K: As a child, I watched a lot of Disney movies. They were my source of inspiration and the reason I became the way I am today. Every character in these movies had a story to tell, and those stories were told through the way the characters were illustrated, their unforgettable colourful attire and their musical way of telling their stories. These movies welcomed me with songs that warmed my heart when it was cold outside, and led to visions that took me to where my subconscious felt safe to rest. Watching these movies, I started singing about my own life experiences — the good and the bad. The bad experiences always felt better released through music and performance. I used to make my own costumes. I became my own version of a character and sang my story at home. Then I discovered Miley Cyrus and Lady Gaga. That’s when I was introduced to pop culture and the music industry and all the magical possibilities they hold. I was like, ‘Oh! I can make the things that I naturally make, and share them with people.’ So, I asked my father for a guitar, and he really loved the idea of me being a musician since he was one himself when he was younger. I got my first guitar from my second home, London, and started teaching myself and writing out my emotions in the form of poetry that could be harmonised.

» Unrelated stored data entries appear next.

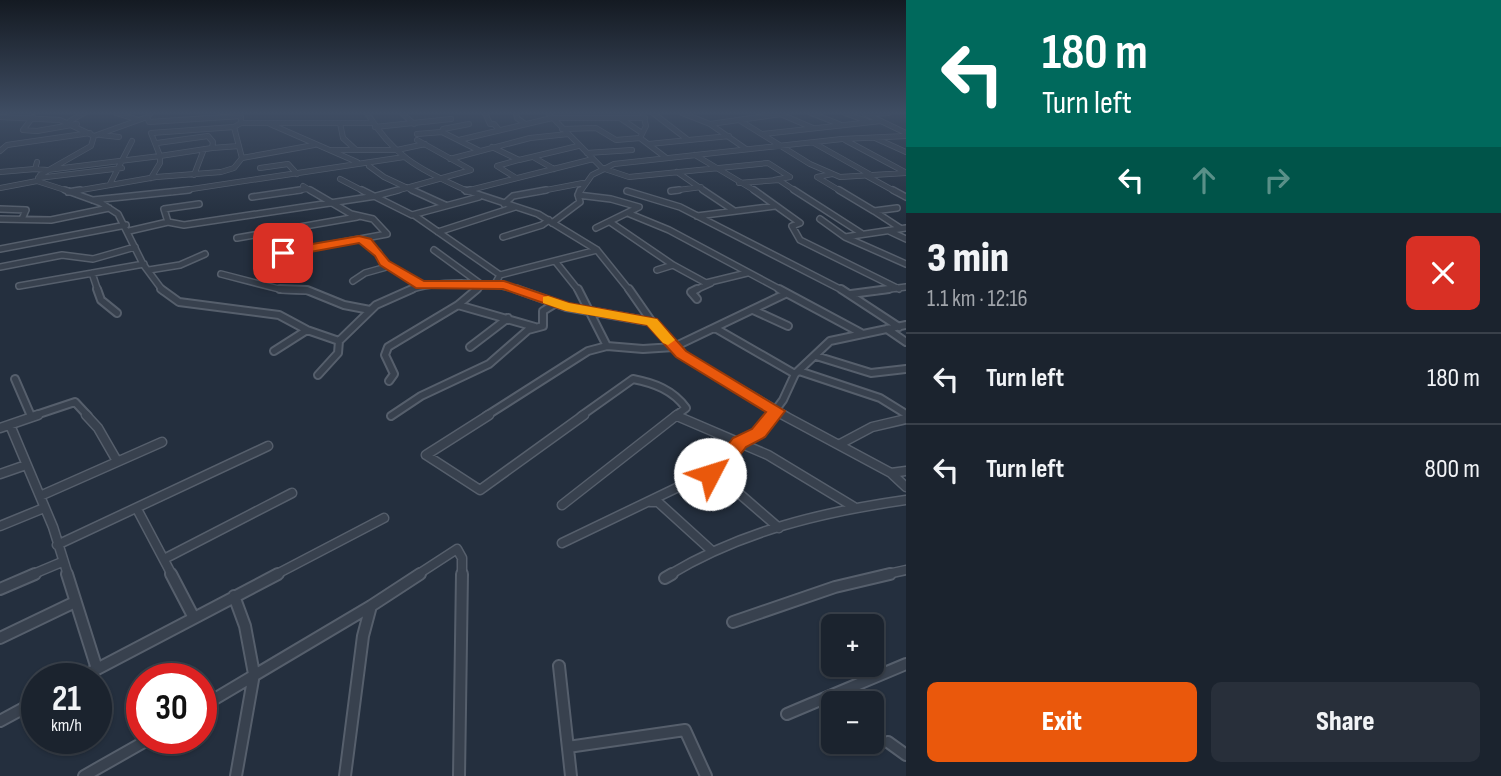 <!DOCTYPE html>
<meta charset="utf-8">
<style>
:root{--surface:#1b232e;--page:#282f3a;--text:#f1f3f6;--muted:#a0a4aa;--line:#39404a;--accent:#ea580c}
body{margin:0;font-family:"Sofia Sans Condensed",sans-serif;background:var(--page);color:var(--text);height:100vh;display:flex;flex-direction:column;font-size:26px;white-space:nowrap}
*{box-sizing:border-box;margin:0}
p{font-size:23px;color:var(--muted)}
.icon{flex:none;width:38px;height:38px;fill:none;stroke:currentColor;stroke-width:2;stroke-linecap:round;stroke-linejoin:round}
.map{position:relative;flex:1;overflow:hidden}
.side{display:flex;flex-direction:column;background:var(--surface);width:595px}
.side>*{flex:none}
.hud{background:#00695c;color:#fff;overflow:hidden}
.buttons{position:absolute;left:821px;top:614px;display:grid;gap:14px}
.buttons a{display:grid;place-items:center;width:63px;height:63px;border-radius:10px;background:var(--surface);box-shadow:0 2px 5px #0004,0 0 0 2px var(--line);font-size:35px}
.speed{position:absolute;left:21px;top:663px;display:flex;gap:14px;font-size:35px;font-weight:700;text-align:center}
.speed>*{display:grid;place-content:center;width:91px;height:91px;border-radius:50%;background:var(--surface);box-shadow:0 2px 5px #0004,0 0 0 2px var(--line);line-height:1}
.speed small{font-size:18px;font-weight:400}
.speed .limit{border:10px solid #d22;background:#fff;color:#111}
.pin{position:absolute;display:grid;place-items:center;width:60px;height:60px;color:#fff;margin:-30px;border-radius:14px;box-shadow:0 4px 10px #0006}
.me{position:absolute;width:77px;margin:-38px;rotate:50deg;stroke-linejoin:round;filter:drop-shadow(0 0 5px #0008)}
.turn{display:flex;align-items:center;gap:24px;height:147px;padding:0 21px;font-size:32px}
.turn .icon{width:91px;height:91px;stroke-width:2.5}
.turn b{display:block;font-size:49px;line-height:60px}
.lanes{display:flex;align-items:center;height:66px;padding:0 21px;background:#0003;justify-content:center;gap:35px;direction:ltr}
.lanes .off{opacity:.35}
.round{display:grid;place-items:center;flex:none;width:74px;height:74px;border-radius:10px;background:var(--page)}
.summary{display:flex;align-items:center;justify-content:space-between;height:119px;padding:0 21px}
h1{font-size:42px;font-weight:800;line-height:52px}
.cta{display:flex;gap:14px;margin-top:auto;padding:14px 21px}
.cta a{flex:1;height:80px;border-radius:10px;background:var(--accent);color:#fff;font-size:28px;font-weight:800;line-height:80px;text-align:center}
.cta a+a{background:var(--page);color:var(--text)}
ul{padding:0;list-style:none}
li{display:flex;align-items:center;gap:21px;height:91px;padding:0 21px;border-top:2px solid var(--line)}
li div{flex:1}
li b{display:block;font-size:26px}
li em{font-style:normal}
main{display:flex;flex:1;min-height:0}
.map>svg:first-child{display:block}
</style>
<main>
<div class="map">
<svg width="906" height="776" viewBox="0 0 906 776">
<rect width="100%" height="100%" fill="#242f3e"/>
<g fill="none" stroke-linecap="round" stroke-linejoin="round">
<defs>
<path id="minor-far4" d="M116,113L136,119
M367,113C396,160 421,169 469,192
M402,113L414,124
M485,113L490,124H494L499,130
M516,113L517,118L525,124
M548,113L602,168L629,177L768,163L790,177L774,180
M643,113L646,126L640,138L665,157
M653,113L688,140
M682,113L710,124L746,149
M778,113L813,128
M811,113L839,124
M845,113L867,121
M864,113L906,133
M868,114L888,113
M0,117L60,120L94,136
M33,117L23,130L37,131L77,124
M147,117L149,122L241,116V123L234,127L242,158L314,145
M620,118L642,133
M739,120L810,164L840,177L906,173
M70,121L84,113
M241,123H372
M340,123L343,138L355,149
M270,124L357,162
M469,124L443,129L442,132L480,151
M710,124L781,114
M375,127L451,119
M562,129L596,128L616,140L640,138
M417,134L442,132
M763,134L881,121
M101,135L119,137
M94,136L147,117L151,113
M875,138L906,152
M459,140L552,118H645
M845,140L905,172
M157,143L208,136L213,142L212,148L239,146
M814,143L871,175
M649,144L729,136
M492,147L519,160L578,146
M331,150H397L425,144
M0,151L7,145L90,133
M587,153L632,150
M695,155L757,192
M533,157L554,169
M450,159L530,138L568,134
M37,162L35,169L47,170L160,156L151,133L234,127
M369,166L384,177L416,192
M260,168L288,164L297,174
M0,172L35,169
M677,172L706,192
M832,174L817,177L842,192
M194,175L204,149
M867,176L896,192
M38,178L122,168
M151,178L160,163V156L212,148
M516,178L497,166L518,160
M340,179L365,192
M739,183L779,180L797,192
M110,184L132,141
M303,186L313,192
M0,188L37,181
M466,191L593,159
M671,191L701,187
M70,192L156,177L221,172L234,168L242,158
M71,192L37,181L40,175L91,146L94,136
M172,192L404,157
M288,192L307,189
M392,192L471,170L417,140
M536,192L583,183
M580,192L592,175L614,164L842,139L906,136"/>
<path id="minor-far3" d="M65,190L101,203L118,214L143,264L163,291
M362,190L412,215L479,197
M412,190L445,205
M465,190L538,214L597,250L630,291
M703,190L733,210
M754,190L800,223L792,226L800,240L899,289
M794,190L861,233
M839,190L874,211
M893,190L906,197
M466,191L470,190
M627,191L680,207L844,291
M671,191L679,190
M68,192L80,190
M578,195L580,190
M252,197L300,190
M93,200L189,190
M504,204L513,196L546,190
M897,208L874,211L900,228
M0,209L26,210L22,219
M630,214L669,230L783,291
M414,215L500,275
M697,216L775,206
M0,219L51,220L109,208
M820,219L845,237
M168,222L184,225L376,196L398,190
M610,222L673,265L706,283L747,273
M552,223L580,202L578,195L611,199L639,207L596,228
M906,228L845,237L906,264
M129,231L168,222L164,209L199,204
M889,231L906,239
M438,232L515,207
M503,237L542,225L549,220
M237,238L357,217
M362,240L378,252L384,263L421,285
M0,249L126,225
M434,250L482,285L475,291
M263,257L387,234L373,219L351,214L310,190
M555,261L579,291
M0,267L62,255L93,259L135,247
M149,270L180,265L205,254
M657,270L673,265
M92,273L98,291
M221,274L283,290L309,291
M353,281L365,273L390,266
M495,284L500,275L597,250
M19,286L144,264
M408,291C433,280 494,281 521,291
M693,291L711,283
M875,291L906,287"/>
<path id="minor-far2" d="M97,289L101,300L117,313
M161,289L179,302L279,315L307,330L339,341
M280,289L307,290L344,305L370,310
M516,289L566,307L652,322
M578,289L607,346
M629,289L652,322L681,354L786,416
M779,289L861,333
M841,289L899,327
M851,294L889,289
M697,299L691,292L697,289
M458,305L535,327
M753,310L788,326
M715,328L795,374
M887,329L906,342
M470,347L508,318
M274,351L307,330
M816,356L871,373L906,369
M799,371L880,398L906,414
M318,375L338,353L339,341L376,305L412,289
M15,379L31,416
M389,381L394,374L385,355L388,347L458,305L477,289
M33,416L75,402L88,416
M391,416L421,396L489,364L528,330L543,326V311L556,303
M486,416L588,351L607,346L643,349L674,347L785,294
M581,416L633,379C654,383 673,390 686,408L675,416
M771,416L783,400L795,374L830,341L906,325"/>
<path id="minor-far1" d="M86,415L98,428L117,461
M489,415L426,455L480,490L584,415
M783,415L891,473L906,487
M677,416L768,455L854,507
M10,425L53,527L68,575
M0,428L38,415
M840,444L872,427L906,419
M891,473L906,471
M0,474L26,465
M707,475L734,489L779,528
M40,496L162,442
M651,502H658L712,551
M562,505L677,415
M137,509L172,575
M0,526L44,508
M562,543L720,467L739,443L758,433L772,415
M57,545L268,446
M164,559L292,493
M31,575L62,562
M275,575L384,518
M417,575L457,549L462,558V575
M669,575C742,531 822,512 906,500
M883,575L906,570"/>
<path id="minor" d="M67,574L97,669
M171,574L194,618
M665,578L672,574
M0,589L35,574
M234,596L245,626L254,674L236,776
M733,622L835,587L890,574
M0,638L75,602
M559,666L571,776
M78,679L278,574
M813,703L787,714L906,664
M201,707L371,606L420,574
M0,721L37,701
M888,742L906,755
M568,747L685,730L706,776
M84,776L151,738
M345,776L363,636L371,606
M459,776L462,574"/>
</defs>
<use href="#minor-far4" stroke="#565f6c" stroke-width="6"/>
<use href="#minor-far3" stroke="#565f6c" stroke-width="8"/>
<use href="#minor-far2" stroke="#565f6c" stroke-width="10"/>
<use href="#minor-far1" stroke="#565f6c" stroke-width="11"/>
<use href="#minor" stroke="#565f6c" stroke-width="14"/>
<use href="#minor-far4" stroke="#38414e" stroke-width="4.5"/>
<use href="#minor-far3" stroke="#38414e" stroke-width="5"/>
<use href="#minor-far2" stroke="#38414e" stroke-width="6"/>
<use href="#minor-far1" stroke="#38414e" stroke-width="8"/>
<use href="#minor" stroke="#38414e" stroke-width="10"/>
</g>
<linearGradient id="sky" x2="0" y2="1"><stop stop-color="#141a22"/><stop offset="0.51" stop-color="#3f4d63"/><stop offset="1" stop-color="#3f4d63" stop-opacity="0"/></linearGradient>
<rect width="906" height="221" fill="url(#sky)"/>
<path fill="#ea580c" stroke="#983908" stroke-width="2" d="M359,236L371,239L389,261L424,281H504L569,303L657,319L686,351L785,411L765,437L746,447L727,472L702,483L696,481L693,476L696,472L714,463L733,438L752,429L766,412L676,357L647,325L561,309L503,289L416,288L380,265L375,256L359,243L283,257L277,253L283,249Z"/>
<path fill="#f59e0b" d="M548,296L569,303L657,319L675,340L668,345L663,343L647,325L566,311L543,303V297Z"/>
</svg>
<div class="buttons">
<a>+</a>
<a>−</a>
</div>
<div class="speed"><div>21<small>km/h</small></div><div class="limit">30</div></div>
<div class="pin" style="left:283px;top:253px;background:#d93025"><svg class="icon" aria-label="arrive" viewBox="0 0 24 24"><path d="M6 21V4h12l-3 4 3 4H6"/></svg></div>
<svg class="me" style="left:710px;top:474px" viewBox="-20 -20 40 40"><circle r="19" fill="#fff"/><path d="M0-13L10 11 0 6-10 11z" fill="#ea580c"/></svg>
</div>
<section class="side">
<div class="hud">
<div class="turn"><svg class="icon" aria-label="left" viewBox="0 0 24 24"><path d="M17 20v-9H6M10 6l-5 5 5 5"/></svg><div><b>180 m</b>Turn left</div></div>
<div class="lanes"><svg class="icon" aria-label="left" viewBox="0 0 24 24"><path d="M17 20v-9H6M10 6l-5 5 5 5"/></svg><svg class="icon off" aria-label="ahead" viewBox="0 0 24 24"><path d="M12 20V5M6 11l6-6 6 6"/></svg><svg class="icon off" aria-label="right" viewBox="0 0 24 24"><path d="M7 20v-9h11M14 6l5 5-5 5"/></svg></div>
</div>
<div class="summary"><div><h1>3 min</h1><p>1.1 km · 12:16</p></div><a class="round" style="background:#d93025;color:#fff"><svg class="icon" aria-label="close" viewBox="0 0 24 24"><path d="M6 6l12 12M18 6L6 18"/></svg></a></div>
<ul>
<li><svg class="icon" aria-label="left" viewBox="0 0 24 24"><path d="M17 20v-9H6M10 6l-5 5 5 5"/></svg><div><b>Turn left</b></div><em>180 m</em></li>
<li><svg class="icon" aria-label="left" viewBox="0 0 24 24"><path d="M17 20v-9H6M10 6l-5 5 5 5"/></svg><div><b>Turn left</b></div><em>800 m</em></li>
</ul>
<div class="cta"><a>Exit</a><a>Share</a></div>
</section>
</main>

What drives you artistically?

K: At this moment, my music is heavily inspired by my fantasies. I have a child within me that still has the urge to become this character. To live this life. To create this, be a part of that and lead my story from there. So right now, I’m listening to this voice. Because I owe it a dream. When you listen to my current music or my future works, you’ll notice that I’m not sticking to a genre or a certain approach yet. This is me following this voice in my heart and giving it what it needs right now.